Welcome to my GitHub Webpage!!
Hello, I am John.
I love working with data and learning to work with data.
Below are projects that I’d like to share with you. More to come!
Methane Anomaly Detector | [Github] | [SlideDeck] | [Product Demo]
Detected atmospheric methane concentration anomalies by using a Long Short-Term Memory (LSTM) Autoencoder. This includes building the data pipeline to retrieve data from European Space Agency’s Sentinel 5P real-time satellite measurements, ERA5 weather data, and California Climate Zones, feature engineering, and hyperparameter tuning. Our group also built a public website, www.methaneanomalydetector.com, to showcase the anomaly detection as well as visualizations about the data. Please refer to product demo if the website is down.
Question-Answering Task with Natural Language Processing Models | [SlideDeck] | [Notebooks]
Retrieved answers to Stack Overflow questions by utilizing different language embeddings, data ordering techniques, and deep learning architectures to determine the most ideal method by evaluating on the mean reciprocal rank (MRR) score. Specifically, embedded data with Universal Sentence Encoder (USE), Bidirectional Encoder Representations from Transformers (BERT), and Word2Vec. Final model achieved a 26% increase in performance compared to the popular TFIDF BM-25 model.
Predicting Flight Delays (at Scale) | [SlideDeck]

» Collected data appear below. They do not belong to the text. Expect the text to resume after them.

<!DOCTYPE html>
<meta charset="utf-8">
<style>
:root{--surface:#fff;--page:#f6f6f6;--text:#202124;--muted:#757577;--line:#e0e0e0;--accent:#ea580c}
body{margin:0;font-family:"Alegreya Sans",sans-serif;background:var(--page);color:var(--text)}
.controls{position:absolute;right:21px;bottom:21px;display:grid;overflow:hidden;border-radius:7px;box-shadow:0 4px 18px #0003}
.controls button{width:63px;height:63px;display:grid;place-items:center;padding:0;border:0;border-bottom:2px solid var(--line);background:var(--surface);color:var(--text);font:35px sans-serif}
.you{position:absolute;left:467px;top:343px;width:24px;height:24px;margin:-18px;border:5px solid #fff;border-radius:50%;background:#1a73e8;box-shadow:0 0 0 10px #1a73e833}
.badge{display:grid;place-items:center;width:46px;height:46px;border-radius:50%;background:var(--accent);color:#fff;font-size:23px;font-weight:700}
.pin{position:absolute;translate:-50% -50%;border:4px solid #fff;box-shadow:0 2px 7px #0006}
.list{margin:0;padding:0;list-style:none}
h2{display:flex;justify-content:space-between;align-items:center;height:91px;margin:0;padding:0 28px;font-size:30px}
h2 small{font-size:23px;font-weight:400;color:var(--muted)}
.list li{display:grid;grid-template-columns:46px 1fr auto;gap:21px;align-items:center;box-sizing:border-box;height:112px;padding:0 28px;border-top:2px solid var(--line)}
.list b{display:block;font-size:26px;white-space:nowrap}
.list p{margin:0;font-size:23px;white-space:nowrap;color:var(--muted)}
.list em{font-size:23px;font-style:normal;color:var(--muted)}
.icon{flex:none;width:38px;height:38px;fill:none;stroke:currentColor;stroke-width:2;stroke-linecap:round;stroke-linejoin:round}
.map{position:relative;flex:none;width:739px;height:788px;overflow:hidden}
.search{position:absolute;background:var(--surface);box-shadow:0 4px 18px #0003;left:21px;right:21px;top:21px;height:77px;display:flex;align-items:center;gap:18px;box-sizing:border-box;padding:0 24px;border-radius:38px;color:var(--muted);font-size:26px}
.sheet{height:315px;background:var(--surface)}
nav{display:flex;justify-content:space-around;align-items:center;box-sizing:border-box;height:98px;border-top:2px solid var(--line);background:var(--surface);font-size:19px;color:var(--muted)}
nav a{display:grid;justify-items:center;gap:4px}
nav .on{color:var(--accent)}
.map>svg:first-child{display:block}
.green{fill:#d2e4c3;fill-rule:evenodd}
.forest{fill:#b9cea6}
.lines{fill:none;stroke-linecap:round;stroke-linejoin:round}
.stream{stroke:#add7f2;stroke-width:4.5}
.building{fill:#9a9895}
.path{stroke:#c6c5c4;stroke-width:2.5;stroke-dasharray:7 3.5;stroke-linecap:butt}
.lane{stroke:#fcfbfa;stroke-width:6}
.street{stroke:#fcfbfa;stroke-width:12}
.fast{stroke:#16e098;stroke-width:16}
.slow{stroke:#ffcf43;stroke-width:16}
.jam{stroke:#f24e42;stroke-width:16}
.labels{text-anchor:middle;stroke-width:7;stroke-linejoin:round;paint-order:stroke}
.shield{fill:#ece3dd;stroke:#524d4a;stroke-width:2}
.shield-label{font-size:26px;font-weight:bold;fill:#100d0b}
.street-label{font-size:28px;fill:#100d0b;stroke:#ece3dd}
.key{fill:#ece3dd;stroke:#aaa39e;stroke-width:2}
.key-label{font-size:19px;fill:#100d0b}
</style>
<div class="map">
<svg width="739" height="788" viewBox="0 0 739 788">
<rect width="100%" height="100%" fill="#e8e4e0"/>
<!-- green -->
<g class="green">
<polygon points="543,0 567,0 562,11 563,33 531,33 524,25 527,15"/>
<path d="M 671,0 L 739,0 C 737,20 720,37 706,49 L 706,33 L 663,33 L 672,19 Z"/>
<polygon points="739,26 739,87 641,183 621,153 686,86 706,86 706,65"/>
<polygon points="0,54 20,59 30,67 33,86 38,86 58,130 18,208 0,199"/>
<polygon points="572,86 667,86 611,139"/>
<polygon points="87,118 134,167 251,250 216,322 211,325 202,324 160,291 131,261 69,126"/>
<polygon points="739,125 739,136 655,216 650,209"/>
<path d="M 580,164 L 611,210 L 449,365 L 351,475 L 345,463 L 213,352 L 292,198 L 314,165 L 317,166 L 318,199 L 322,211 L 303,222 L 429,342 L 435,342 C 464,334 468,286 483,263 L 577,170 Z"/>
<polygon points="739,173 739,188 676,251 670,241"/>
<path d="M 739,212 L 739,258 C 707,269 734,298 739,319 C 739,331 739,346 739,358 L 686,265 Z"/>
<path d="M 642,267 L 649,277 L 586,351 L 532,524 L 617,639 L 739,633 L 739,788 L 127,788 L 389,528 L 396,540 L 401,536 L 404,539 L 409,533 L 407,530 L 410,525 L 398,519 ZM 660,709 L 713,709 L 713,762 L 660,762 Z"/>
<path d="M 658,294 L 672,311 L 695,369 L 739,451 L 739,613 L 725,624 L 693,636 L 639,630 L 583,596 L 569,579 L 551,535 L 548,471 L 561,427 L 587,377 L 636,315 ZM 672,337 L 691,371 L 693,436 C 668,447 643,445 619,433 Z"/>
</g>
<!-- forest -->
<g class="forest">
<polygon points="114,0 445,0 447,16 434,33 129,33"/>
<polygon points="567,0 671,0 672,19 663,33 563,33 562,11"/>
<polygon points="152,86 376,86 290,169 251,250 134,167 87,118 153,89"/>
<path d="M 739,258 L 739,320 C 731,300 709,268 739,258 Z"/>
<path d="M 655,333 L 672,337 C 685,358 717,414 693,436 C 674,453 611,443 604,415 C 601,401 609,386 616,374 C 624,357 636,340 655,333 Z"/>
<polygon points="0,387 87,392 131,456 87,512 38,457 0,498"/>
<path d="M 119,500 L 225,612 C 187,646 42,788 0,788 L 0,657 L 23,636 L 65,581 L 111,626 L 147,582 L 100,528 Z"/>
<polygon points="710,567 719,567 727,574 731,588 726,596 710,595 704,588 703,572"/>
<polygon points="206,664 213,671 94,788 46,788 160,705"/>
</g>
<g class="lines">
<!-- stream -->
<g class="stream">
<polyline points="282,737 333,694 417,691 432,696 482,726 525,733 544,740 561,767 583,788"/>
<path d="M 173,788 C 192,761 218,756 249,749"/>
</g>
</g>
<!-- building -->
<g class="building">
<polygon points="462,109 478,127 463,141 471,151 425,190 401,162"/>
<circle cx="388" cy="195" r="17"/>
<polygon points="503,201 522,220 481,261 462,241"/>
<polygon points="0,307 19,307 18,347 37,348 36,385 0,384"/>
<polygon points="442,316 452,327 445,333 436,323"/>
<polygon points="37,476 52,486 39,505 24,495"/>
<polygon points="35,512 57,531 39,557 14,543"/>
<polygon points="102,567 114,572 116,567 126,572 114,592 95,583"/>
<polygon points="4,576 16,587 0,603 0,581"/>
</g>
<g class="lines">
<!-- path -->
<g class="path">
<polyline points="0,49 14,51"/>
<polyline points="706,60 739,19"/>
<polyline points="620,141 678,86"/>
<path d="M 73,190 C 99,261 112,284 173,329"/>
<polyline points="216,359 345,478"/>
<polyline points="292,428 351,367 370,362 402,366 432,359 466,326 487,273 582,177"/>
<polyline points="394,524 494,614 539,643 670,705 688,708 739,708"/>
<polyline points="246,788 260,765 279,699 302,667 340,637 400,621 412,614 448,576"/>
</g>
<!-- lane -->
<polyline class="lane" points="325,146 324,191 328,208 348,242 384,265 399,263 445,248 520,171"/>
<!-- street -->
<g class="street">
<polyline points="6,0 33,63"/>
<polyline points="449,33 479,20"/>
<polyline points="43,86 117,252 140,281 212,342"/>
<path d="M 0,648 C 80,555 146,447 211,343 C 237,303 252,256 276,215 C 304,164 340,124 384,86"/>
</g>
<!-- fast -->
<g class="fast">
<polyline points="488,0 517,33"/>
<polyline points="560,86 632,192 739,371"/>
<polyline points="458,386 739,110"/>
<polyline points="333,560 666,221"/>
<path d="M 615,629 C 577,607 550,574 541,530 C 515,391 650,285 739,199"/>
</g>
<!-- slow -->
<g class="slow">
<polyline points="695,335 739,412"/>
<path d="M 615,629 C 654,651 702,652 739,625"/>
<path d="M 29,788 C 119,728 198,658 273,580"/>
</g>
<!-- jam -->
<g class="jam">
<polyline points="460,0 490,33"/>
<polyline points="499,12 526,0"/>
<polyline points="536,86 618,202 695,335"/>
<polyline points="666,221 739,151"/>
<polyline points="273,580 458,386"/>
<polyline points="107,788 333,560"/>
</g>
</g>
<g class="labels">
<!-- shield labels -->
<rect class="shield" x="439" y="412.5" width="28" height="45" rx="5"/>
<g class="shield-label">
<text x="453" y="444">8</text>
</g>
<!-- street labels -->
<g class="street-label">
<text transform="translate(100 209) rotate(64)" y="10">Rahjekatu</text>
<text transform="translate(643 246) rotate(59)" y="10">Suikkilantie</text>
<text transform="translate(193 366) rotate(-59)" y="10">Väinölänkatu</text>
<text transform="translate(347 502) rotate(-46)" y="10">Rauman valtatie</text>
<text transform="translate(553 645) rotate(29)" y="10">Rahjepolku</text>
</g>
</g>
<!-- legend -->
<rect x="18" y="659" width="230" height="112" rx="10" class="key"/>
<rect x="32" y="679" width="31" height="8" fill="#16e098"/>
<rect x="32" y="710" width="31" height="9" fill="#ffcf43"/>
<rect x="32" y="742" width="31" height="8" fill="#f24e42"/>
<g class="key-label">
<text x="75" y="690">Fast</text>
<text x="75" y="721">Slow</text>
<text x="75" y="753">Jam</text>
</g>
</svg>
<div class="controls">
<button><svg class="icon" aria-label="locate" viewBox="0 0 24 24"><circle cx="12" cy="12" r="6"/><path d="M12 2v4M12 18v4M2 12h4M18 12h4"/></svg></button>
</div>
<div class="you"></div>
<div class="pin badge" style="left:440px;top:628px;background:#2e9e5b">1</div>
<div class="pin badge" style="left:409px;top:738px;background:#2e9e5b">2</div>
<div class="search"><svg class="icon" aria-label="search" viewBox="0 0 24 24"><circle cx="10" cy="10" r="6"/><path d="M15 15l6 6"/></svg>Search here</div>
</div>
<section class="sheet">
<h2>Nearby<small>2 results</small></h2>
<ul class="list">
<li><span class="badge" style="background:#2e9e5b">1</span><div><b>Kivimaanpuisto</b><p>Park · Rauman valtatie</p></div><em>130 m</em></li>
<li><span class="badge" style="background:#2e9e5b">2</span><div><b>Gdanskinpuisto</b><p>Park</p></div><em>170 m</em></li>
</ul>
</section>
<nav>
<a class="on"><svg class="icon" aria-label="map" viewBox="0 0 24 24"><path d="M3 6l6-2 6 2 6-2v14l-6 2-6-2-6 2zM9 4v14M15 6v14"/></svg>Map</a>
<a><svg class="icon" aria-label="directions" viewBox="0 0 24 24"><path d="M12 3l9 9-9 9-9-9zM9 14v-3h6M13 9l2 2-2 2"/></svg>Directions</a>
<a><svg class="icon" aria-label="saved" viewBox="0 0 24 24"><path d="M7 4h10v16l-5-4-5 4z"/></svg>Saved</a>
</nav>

Predicted flight delays on the Databricks platform. Utilized Spark to process over 30 million rows (20+ GB) of data. Logistic Regression, Decision Tree, Random Forest, and Gradient Boosted Trees algorithms from the MLlib Package were tuned by varying hyper-parameters, creating new features, and reducing dimensions with Principal Component Analysis.

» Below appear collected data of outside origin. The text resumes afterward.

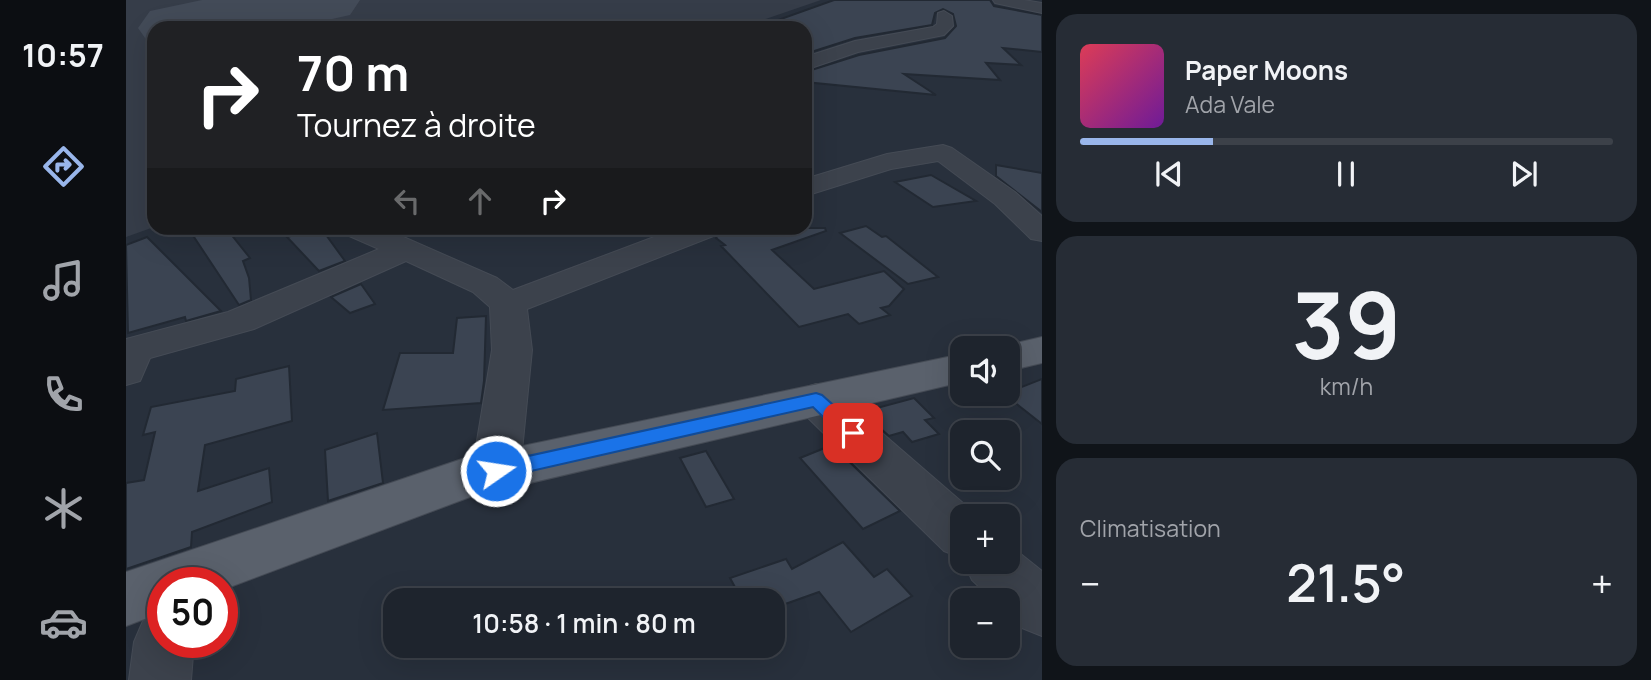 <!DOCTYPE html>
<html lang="fr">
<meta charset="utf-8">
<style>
body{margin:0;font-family:Manrope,sans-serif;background:#262c35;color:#f1f3f6;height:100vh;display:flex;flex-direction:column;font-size:26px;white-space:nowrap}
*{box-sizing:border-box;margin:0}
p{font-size:23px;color:#a1a4aa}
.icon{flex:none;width:38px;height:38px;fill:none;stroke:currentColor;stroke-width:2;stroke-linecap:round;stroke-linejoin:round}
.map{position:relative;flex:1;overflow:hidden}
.details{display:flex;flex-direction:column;gap:14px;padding:14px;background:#101419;width:609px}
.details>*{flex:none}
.top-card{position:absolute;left:21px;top:21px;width:665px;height:214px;border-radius:21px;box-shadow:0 7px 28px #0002,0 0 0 2px #3c4149;background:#202124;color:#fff;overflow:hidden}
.fabs{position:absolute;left:824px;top:336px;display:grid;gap:14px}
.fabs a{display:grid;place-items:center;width:70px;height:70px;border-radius:14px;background:#1e242d;box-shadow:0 7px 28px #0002,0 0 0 2px #3c4149;font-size:35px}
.speed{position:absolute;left:21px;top:567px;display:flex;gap:14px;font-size:35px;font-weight:700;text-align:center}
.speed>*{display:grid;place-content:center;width:91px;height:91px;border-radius:50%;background:#1e242d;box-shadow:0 7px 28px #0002,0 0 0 2px #3c4149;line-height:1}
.speed .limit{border:10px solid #d22;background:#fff;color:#111}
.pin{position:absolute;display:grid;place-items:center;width:60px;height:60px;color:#fff;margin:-30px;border-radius:14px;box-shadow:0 4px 10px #0006}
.me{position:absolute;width:77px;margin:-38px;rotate:77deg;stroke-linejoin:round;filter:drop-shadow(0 0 5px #0008)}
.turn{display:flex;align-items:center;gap:24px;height:147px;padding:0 35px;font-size:32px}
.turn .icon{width:91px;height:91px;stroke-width:2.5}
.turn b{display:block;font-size:49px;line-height:60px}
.lanes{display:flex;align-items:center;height:66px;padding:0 35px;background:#0003;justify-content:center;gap:35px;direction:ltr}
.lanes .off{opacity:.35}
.big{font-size:52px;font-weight:600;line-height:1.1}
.details .widget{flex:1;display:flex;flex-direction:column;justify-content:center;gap:10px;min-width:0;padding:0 24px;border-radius:21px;background:#262c35}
.details .dial{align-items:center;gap:0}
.dial b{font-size:91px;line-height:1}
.song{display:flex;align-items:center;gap:21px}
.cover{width:84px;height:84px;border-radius:10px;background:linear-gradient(135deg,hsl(350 70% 55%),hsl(280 70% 35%))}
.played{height:7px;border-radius:4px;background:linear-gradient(90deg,#99b6eb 25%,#3c4149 25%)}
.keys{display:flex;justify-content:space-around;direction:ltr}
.heat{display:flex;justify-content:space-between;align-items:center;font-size:38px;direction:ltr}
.trip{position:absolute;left:257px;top:588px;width:402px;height:70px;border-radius:21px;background:#1e242d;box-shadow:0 7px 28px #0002,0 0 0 2px #3c4149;font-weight:600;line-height:70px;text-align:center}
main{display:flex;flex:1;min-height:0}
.dock{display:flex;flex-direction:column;width:126px;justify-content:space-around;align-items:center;background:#0c0e12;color:#a1a4aa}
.dock .icon{width:49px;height:49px}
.dock .active{color:#99b6eb}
.dock b{font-size:32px;color:#f1f3f6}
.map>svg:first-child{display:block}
.airport{fill:#363d49}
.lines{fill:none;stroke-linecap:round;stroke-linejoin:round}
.runway{fill:#434b58;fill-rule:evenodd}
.building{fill:#3b4452;stroke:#222933;stroke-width:2}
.minor-casing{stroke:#454b55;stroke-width:2}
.major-casing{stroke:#454b55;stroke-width:2}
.minor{fill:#3c424c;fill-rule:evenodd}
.major{fill:#5a616c;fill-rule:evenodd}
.route{fill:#1a73e8;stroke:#114b97;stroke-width:2}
</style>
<main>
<nav class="dock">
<b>10:57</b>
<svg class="icon active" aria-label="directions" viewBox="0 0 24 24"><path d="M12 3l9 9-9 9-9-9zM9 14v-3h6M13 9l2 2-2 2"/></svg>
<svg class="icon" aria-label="music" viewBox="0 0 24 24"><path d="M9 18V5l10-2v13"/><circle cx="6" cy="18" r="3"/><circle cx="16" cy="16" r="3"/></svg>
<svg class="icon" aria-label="phone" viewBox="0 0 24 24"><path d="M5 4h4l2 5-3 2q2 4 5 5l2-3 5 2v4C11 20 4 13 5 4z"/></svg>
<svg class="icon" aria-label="climate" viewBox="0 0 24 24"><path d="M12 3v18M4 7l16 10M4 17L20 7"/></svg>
<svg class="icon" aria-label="car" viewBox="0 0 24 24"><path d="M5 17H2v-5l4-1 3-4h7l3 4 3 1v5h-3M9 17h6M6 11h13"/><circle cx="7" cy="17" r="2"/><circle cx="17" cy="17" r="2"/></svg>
</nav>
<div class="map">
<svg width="916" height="680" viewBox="0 0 916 680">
<rect width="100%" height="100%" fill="#28303c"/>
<!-- airport -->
<polygon class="airport" points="0,0 695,0 613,28 28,28 28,227 0,237"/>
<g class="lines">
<!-- runway -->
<polygon class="runway" points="76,0 234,0 224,15 166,28 28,28 28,46 24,45 12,28 24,11"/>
</g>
<!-- building -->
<g class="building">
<polygon points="708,0 864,0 868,6 916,15 916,52 877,48 895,65 860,63 874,80 778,74 810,95 679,82 679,72 733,55 819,38 830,26 827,14 817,9 809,13 806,25 729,38 679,54 679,28 639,28 638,25"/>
<polygon points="870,165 916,173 916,212 870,176"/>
<polygon points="805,175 850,201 807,207 769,182"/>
<polygon points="740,226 756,237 760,236 812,277 782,284 714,233"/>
<polygon points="62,228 100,228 124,258 117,261 123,278 125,300 113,305"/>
<polygon points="195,228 219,261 193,271 161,237"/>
<polygon points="608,228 699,228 700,231 646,250 688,289 758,271 778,289 763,306 755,308 764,315 733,324 722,314 673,327 595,246 599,245 590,238 595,231"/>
<polygon points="21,237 95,311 60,321 59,317 2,333 0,245"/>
<polygon points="235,284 249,304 224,313 205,297"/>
<polygon points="360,316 358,381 355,403 257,410 274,353 327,353 331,318"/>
<polygon points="163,366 166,421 79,445 72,491 143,468 146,502 66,532 65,547 0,569 0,483 18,480 29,432 17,435 25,407 109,391 110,379"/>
<polygon points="916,379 916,424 878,394"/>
<polygon points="788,398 808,418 799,420 813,434 786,442 777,432 763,436 736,412"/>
<polygon points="251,433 257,483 202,501 199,450"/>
<polygon points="706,445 774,511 737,529 674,458"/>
<polygon points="580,451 608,499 580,507 554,458"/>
<polygon points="717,542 748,577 761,569 786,596 725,632 693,592 648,608 648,600 616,600 604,578 660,559 666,569"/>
</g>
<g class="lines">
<defs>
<g id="minor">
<polygon points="867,0 898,0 916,3 916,13 869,3"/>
<polygon points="818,11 826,16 827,26 818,35 732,52 679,70 679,57 729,41 807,27 811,24 812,13"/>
<polygon points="817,145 826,148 889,192 916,216 916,241 905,239 869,204 812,161 765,169 679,196 679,179 761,154"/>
<polygon points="217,228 257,228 371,278 387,290 552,228 594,228 590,235 401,309 406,350 394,471 387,485 370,490 353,485 346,471 366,350 364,307 347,292 280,261 128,329 24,358 14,381 0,385 0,339 102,312 253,249 221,235"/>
<polygon points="690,384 705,389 852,516 836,516 836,558 818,551 675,411 669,400 675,389"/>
<polygon points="882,544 916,571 916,636 896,628 882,614 882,600 867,600 846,580 838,562 882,562"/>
<polygon points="37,613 37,642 68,642 65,680 3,680 8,642 17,621"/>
</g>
<g id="major">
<polygon points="916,337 916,363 882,371 882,348 869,348"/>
<polygon points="836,354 836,382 344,497 96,590 96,583 37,583 37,612 0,626 0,572 339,458"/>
</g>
</defs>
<!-- minor casing -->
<use href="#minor" class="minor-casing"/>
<!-- major casing -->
<use href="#major" class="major-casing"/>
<!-- minor -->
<use href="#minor" class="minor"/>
<!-- major -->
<use href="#major" class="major"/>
</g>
<!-- route -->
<polygon class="route" points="690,393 696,395 733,428 736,433 733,439 720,439 687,407 370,479 363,476 360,471 363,465 370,463"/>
</svg>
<div class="fabs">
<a><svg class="icon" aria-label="sound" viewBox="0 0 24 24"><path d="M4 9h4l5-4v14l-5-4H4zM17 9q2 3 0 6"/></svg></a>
<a><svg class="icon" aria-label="search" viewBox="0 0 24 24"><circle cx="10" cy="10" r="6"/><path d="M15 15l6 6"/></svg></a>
<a>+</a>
<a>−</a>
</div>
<div class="speed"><div class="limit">50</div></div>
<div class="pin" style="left:727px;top:433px;background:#d93025"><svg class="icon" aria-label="arrive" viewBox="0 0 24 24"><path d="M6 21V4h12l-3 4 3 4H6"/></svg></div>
<svg class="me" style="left:370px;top:471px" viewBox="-20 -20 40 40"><circle r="17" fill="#1a73e8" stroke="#fff" stroke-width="3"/><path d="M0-11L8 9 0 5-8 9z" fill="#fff"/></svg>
<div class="trip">10:58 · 1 min · 80 m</div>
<div class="top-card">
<div class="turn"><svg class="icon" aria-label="right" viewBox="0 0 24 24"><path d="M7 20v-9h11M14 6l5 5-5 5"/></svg><div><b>70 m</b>Tournez à droite</div></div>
<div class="lanes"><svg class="icon off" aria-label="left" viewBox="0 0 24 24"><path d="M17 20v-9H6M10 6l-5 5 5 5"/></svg><svg class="icon off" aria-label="ahead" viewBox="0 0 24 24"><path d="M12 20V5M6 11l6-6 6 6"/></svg><svg class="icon" aria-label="right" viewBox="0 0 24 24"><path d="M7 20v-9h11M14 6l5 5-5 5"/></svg></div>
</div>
</div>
<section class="details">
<div class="widget">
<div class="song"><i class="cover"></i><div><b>Paper Moons</b><p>Ada Vale</p></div></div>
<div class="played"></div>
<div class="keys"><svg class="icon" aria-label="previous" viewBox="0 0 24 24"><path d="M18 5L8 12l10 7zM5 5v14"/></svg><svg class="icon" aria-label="pause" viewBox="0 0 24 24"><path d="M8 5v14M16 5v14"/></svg><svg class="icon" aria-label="next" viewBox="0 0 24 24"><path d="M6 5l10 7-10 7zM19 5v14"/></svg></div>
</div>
<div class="widget dial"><b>39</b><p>km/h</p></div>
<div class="widget"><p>Climatisation</p>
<div class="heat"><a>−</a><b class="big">21.5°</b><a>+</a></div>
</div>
</section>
</main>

House Price Prediction | [SlideDeck]
Utilized linear regression, decision trees with ensembling methods, and neural networks to predict housing price on a Kaggle dataset.
Digit Classification
Utilized k-Nearest Neighbors and Naive Bayes models on the MNIST digits dataset to classify digits. Also generated images with Naive Bayes!
COVID-19 | [SlideDeck]
An Analysis of COVID-19 Dataset.
Weather & Baseball
An Analysis of a Baseball Dataset with Pandas and Numpy
Facebook Marketplace Experiment
Conducted a between-subjects randomized block design experiment to measure the potential treatment effect of image quality on bidding price. Utilized Qualtrics XM’s API for a pre-experimental survey (for power analysis) and Facebook Marketplace for the actual experiment. Produced linear and log-linear multi-variate regression models that showed statistical signifiance on the treatment variable, suggesting that a higher quality image leads to a greater maximum bid price.
Comparing Means Lab
Objective: Address research questions on American National Election Studies (ANES) surveys about voters in United States. Determine what type of test is most appropriately utilized (parametric vs nonparametric, unpaired versus paired)
Reducing Crimes Lab
Objective: Examine a dataset of crime statistics to help a political campaign understand the determinants of crime and to generate policy suggestions that are applicable to local government. Create multi-variate linear regression models and determine if the classical linear assumptions are satisifed.